Suleiman não vive mais em sua terra natal, "por razões que tenho certeza de que você compreende", diz, numa referência ao recrudescimento do conflito israelo-palestino. Aliás, a única menção que se permite fazer, na conversa com a Folha, anteontem, por telefone, de Beirute.

O diretor se divide hoje entre o Líbano, que o atrai "por razões pessoais", e a França, país que produz seus filmes.
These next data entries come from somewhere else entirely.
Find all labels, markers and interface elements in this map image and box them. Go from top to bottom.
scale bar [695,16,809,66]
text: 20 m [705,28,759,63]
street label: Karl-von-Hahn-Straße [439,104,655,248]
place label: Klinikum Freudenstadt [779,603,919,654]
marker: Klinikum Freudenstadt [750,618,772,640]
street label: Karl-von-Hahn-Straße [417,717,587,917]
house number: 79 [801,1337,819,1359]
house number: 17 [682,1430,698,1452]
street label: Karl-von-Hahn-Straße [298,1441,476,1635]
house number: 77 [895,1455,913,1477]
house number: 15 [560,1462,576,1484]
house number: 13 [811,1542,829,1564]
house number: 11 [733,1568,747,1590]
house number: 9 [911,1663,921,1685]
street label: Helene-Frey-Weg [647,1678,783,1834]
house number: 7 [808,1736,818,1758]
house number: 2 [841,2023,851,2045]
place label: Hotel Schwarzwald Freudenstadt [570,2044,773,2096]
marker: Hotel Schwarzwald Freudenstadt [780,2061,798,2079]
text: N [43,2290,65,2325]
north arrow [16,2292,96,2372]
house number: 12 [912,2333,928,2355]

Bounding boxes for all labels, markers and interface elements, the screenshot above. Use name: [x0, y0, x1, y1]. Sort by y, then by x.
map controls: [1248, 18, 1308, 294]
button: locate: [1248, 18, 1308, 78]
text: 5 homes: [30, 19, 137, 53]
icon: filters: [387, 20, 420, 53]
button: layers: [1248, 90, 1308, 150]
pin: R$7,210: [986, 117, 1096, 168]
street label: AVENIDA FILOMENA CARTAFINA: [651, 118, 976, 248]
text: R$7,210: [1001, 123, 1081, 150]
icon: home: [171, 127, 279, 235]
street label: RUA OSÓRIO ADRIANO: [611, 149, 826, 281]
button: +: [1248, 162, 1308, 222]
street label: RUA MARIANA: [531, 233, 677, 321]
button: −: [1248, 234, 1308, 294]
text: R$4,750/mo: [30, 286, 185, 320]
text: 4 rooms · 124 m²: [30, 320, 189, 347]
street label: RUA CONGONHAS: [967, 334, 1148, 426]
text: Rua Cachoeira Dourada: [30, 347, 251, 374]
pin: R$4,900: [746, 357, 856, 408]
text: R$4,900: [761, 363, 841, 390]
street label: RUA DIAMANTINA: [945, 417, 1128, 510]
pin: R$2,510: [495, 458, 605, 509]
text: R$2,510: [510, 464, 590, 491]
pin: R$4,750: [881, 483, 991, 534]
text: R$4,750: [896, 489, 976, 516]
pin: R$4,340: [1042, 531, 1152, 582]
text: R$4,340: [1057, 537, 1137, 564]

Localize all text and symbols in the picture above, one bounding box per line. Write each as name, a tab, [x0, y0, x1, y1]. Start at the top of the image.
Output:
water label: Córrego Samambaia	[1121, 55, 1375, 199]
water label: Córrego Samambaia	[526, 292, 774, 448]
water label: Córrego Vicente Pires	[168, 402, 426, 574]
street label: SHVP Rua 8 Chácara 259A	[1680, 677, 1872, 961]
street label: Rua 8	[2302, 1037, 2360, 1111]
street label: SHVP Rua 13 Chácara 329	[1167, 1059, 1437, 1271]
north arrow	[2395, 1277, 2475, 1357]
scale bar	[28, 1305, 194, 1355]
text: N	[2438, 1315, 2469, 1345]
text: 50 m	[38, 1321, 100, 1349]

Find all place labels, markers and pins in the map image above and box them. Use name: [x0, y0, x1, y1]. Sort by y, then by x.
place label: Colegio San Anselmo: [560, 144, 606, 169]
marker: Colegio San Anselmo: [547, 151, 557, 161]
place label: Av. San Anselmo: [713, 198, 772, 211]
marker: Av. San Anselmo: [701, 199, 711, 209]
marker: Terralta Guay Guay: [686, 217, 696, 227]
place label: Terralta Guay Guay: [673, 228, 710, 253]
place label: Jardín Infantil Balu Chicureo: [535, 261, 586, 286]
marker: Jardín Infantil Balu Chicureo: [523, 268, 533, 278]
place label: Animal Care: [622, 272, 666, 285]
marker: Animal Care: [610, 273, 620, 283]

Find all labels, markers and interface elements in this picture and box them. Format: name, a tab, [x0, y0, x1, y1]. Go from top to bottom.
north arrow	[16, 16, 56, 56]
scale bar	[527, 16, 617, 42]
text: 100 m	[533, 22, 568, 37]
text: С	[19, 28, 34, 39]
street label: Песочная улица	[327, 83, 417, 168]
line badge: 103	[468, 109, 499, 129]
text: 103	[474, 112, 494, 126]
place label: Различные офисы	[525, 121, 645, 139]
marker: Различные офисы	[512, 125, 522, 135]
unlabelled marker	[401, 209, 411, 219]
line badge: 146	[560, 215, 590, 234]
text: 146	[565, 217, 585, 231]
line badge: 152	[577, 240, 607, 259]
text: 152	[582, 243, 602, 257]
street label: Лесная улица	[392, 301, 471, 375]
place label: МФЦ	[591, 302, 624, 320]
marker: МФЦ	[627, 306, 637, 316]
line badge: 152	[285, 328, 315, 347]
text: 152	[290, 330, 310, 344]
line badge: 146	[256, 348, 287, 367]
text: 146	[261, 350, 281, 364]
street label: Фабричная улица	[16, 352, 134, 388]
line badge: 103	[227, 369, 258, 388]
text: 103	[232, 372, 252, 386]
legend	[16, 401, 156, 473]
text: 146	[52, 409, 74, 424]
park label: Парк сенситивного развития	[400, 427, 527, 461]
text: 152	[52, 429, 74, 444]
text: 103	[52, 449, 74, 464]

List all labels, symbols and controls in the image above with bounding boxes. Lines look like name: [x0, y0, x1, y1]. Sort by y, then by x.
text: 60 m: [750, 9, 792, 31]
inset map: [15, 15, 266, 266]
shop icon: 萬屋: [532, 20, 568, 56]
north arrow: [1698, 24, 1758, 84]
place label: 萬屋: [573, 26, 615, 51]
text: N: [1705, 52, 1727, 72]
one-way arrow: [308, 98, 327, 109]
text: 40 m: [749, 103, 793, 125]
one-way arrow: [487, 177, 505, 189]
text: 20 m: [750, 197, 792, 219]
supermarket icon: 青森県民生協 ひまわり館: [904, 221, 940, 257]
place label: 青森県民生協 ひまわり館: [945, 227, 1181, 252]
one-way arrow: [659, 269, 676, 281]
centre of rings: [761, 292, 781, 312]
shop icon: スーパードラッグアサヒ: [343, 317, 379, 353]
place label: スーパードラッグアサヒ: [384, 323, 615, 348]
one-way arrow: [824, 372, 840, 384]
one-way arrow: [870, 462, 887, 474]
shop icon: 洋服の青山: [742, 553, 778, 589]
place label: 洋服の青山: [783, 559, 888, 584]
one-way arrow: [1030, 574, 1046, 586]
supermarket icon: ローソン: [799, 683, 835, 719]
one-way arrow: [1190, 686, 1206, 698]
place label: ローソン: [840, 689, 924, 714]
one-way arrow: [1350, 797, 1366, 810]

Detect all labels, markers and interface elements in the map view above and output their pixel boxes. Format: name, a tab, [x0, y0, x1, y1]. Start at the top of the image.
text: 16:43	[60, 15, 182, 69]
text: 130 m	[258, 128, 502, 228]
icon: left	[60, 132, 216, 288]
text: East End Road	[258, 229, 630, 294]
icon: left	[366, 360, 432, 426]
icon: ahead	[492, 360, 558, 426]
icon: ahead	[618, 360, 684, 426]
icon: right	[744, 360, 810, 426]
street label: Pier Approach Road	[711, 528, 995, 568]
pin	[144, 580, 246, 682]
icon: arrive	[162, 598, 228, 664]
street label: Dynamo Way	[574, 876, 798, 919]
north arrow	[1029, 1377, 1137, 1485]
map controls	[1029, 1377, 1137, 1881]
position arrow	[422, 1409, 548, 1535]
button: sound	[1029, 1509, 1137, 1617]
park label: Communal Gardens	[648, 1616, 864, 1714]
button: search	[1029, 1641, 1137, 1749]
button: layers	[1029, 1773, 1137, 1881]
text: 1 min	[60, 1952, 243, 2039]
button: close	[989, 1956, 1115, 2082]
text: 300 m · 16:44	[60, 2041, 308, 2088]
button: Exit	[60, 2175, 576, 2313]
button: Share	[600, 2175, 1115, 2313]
No último ano, porém, passou quase todo o tempo viajando pelo mundo, junto com o longa "Intervenção Divina", que será apresentado pela primeira vez no Brasil na próxima segunda, no Festival do Rio, com a presença do cineasta.

Hoje, a mostra exibe o anterior "Cyber Palestina", curta-metragem que Suleiman realizou em 1999. "Intervenção Divina" ganhou o prêmio do júri e o da crítica internacional no Festival de Cannes em 2002.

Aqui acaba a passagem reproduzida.